**Exercise**
The listing below holds a line with "Annotation task. Parse" and a later line with "I am building a map index. Give". Write out those two lines and every line between them, exactly, and nothing else.

**Provided information**
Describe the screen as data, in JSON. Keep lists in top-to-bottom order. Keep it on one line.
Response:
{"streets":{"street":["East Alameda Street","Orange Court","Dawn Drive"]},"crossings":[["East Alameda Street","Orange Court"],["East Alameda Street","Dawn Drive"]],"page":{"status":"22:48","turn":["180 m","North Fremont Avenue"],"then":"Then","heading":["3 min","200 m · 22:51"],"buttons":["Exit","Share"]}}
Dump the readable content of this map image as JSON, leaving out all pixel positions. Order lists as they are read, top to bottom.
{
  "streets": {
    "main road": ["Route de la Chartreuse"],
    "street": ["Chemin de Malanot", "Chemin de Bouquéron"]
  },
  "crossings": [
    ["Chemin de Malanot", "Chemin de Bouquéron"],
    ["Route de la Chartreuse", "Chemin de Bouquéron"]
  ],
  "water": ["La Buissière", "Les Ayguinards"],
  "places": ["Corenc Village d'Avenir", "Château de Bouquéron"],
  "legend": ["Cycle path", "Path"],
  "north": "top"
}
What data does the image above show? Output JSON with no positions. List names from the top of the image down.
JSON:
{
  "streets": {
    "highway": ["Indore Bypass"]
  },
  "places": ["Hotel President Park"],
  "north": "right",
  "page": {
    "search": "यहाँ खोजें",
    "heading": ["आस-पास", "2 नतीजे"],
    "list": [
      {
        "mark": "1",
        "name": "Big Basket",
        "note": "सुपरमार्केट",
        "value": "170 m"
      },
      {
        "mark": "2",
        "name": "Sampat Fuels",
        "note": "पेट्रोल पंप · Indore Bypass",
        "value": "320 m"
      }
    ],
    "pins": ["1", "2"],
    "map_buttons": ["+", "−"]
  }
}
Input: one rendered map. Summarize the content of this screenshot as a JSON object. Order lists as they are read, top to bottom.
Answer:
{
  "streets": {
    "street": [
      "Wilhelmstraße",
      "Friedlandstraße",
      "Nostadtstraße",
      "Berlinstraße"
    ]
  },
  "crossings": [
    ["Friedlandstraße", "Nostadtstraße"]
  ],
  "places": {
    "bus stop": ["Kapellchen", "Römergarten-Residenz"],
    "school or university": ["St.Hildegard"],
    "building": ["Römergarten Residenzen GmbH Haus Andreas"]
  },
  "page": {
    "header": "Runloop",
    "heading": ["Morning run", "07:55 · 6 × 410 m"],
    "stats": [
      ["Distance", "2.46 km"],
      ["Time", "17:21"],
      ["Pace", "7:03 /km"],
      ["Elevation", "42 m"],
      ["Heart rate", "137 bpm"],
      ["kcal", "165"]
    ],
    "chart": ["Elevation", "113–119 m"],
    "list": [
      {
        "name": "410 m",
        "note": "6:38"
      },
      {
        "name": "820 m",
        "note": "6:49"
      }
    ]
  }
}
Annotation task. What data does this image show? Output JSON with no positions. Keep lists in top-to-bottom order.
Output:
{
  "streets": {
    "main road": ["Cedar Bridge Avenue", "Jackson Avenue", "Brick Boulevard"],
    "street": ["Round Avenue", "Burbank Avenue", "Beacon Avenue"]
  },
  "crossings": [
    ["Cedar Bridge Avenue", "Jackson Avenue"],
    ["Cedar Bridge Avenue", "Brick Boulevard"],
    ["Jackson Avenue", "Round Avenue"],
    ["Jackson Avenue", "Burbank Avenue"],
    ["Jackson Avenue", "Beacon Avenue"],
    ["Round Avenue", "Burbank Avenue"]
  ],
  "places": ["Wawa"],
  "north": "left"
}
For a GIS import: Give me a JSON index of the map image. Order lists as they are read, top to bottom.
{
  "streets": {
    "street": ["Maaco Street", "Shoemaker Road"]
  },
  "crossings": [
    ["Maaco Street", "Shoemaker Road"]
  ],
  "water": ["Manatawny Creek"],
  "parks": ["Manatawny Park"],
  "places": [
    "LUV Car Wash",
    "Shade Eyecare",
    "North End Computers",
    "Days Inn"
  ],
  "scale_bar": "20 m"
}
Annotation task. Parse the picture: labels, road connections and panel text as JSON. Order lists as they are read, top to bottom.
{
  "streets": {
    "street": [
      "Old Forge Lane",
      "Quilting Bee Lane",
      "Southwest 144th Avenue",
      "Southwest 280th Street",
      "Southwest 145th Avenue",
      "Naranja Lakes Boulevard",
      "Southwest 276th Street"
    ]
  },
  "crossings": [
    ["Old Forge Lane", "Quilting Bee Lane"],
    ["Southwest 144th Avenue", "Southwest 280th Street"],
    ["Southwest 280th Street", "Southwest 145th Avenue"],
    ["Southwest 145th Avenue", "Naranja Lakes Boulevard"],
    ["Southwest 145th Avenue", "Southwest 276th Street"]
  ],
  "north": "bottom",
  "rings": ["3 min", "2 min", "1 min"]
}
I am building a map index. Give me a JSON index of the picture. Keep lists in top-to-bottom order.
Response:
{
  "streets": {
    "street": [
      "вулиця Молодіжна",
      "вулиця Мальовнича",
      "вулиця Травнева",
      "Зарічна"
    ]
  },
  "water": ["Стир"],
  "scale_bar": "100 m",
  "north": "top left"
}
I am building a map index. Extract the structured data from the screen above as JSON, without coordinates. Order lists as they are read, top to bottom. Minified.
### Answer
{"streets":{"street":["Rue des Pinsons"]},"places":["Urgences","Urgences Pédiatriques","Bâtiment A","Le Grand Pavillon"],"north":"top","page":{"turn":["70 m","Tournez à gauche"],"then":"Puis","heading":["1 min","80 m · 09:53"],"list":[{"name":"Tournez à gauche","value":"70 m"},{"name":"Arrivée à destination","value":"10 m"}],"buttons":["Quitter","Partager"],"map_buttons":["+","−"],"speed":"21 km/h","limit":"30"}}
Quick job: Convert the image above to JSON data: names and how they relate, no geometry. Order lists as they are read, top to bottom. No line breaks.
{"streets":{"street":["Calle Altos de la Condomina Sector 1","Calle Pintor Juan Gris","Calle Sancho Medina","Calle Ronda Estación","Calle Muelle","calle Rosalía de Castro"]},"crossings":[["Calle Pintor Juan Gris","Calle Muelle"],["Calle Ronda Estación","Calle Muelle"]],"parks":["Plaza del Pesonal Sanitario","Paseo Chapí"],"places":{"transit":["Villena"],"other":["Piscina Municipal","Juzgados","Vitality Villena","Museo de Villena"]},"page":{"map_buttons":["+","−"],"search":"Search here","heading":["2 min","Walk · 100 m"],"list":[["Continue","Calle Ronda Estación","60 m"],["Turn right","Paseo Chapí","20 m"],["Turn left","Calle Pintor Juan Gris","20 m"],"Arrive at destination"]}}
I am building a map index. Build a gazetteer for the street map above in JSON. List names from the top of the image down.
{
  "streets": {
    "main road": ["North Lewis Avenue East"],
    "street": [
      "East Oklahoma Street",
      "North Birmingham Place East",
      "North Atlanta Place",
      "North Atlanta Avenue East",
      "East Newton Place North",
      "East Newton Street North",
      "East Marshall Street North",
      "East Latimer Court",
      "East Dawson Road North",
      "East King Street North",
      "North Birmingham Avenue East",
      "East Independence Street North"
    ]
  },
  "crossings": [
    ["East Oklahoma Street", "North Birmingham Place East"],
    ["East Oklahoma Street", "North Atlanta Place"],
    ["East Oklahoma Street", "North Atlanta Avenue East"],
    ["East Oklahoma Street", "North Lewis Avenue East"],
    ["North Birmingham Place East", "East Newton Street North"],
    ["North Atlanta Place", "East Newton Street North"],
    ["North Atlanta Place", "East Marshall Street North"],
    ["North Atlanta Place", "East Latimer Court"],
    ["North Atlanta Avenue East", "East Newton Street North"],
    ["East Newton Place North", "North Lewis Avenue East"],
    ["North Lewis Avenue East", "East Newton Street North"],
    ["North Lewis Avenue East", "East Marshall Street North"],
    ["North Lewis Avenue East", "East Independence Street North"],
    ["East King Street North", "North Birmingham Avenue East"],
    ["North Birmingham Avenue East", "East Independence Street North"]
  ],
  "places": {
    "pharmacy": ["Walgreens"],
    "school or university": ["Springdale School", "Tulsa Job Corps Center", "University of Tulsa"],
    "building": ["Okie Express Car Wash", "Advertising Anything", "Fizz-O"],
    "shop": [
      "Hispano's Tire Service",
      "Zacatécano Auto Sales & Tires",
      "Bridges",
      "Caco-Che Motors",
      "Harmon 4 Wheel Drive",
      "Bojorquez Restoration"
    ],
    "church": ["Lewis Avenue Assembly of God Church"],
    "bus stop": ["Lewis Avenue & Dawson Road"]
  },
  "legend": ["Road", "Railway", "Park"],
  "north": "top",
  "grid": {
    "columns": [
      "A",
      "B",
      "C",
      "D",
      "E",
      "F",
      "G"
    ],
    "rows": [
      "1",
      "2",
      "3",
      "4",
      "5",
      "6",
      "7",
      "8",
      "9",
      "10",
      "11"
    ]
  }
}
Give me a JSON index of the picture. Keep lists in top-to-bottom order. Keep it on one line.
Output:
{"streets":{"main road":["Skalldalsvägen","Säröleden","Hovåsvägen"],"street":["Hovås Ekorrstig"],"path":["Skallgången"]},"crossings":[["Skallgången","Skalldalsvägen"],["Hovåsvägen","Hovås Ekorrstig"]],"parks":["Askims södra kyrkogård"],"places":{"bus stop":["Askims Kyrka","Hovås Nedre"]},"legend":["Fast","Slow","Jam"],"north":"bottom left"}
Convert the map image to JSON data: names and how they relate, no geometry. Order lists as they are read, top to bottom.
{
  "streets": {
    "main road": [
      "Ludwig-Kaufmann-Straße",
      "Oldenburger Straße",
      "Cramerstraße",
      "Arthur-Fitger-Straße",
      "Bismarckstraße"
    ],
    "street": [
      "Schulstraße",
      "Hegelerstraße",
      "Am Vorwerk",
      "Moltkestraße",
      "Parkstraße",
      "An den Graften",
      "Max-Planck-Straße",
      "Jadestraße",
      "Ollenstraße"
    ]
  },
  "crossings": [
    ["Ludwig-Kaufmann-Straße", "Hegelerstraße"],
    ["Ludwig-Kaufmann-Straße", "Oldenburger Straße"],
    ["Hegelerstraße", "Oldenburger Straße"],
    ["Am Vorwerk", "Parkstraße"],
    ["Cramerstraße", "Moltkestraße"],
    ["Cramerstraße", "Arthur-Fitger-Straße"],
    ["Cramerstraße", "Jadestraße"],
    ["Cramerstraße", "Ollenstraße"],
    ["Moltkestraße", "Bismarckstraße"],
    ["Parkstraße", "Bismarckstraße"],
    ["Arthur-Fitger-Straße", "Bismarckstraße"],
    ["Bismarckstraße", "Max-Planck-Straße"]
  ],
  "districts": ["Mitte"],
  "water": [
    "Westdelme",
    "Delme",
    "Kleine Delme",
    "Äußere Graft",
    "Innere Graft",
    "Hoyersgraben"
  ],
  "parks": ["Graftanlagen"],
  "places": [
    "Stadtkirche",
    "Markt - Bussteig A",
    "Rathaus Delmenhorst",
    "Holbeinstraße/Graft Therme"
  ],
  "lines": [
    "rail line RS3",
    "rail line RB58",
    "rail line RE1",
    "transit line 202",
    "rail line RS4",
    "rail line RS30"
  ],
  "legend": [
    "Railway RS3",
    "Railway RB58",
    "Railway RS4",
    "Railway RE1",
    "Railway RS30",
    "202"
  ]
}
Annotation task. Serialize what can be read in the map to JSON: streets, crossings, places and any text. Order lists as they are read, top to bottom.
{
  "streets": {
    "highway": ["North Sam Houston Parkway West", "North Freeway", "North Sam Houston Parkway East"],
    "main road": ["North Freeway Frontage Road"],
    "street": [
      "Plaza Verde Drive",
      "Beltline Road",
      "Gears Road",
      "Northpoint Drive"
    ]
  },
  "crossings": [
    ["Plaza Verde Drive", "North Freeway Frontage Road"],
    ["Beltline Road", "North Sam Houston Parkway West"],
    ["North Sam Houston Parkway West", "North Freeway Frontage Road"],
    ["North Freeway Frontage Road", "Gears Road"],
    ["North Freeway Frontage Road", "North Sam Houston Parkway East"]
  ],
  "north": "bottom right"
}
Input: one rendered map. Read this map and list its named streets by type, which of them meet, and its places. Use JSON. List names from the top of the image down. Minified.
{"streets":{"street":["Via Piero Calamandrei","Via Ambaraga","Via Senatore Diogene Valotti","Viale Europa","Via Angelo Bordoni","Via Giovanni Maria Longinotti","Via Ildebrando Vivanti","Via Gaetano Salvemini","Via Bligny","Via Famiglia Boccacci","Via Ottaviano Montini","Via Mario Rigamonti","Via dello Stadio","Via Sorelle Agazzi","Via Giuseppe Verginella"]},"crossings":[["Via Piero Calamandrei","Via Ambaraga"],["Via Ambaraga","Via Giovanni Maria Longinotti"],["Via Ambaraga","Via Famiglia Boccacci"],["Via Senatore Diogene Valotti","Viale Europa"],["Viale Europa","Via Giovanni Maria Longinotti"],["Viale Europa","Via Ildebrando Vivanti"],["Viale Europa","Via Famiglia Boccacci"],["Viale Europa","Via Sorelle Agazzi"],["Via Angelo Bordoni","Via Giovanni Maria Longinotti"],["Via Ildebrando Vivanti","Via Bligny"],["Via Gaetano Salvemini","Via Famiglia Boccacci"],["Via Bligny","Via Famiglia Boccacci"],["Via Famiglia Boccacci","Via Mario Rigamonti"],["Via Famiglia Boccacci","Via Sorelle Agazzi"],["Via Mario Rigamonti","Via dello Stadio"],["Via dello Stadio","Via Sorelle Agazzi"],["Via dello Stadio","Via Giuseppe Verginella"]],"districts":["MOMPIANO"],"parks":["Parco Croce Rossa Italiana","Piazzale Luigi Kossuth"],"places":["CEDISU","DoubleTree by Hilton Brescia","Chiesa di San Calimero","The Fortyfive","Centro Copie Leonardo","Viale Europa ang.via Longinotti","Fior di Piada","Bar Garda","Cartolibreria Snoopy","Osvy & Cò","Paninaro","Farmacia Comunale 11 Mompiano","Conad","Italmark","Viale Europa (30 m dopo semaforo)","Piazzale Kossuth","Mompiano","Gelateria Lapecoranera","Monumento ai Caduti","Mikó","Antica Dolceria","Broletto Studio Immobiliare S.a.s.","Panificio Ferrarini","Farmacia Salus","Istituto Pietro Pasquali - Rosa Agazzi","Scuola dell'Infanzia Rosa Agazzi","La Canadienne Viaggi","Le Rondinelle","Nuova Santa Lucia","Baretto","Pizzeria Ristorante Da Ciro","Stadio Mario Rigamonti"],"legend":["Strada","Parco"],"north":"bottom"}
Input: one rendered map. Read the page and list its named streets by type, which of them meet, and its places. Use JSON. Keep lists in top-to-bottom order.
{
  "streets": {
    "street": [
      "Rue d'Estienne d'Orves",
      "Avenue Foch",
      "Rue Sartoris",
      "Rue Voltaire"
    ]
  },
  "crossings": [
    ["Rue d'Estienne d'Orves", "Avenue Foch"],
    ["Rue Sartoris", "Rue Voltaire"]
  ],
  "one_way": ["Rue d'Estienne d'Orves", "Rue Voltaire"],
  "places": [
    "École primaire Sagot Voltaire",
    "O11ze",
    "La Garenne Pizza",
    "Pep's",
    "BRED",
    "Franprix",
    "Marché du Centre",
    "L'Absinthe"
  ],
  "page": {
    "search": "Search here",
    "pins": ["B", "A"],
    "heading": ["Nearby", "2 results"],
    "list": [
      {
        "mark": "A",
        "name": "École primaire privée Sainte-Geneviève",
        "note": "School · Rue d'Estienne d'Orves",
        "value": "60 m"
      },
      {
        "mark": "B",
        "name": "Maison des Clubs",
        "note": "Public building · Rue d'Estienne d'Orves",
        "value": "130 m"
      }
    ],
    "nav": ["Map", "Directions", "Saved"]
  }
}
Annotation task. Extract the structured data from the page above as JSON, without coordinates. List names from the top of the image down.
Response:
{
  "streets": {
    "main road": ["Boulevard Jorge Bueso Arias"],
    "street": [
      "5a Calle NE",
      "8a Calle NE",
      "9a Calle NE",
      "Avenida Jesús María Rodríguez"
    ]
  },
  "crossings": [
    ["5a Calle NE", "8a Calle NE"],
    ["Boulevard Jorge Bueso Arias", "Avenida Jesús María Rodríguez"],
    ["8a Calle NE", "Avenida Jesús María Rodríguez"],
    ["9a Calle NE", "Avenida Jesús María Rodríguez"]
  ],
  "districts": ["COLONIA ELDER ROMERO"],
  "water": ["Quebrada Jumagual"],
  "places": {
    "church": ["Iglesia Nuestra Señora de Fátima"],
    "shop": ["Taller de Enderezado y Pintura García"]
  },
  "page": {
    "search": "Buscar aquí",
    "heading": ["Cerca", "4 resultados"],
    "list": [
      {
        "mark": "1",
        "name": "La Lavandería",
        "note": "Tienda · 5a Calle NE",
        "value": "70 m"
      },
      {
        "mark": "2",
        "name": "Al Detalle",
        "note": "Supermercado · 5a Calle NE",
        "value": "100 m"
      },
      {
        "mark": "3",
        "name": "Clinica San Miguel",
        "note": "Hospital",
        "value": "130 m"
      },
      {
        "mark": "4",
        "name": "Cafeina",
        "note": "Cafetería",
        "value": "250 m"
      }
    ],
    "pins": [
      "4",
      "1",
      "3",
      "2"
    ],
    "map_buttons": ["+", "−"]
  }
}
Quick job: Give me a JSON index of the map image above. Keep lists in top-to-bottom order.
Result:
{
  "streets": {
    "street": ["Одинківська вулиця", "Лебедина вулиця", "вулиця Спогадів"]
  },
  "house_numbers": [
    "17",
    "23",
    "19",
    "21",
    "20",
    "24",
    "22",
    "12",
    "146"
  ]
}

**Answer for the task**
Annotation task. Parse the picture: labels, road connections and panel text as JSON. Order lists as they are read, top to bottom.
{
  "streets": {
    "street": [
      "Old Forge Lane",
      "Quilting Bee Lane",
      "Southwest 144th Avenue",
      "Southwest 280th Street",
      "Southwest 145th Avenue",
      "Naranja Lakes Boulevard",
      "Southwest 276th Street"
    ]
  },
  "crossings": [
    ["Old Forge Lane", "Quilting Bee Lane"],
    ["Southwest 144th Avenue", "Southwest 280th Street"],
    ["Southwest 280th Street", "Southwest 145th Avenue"],
    ["Southwest 145th Avenue", "Naranja Lakes Boulevard"],
    ["Southwest 145th Avenue", "Southwest 276th Street"]
  ],
  "north": "bottom",
  "rings": ["3 min", "2 min", "1 min"]
}
I am building a map index. Give me a JSON index of the picture. Keep lists in top-to-bottom order.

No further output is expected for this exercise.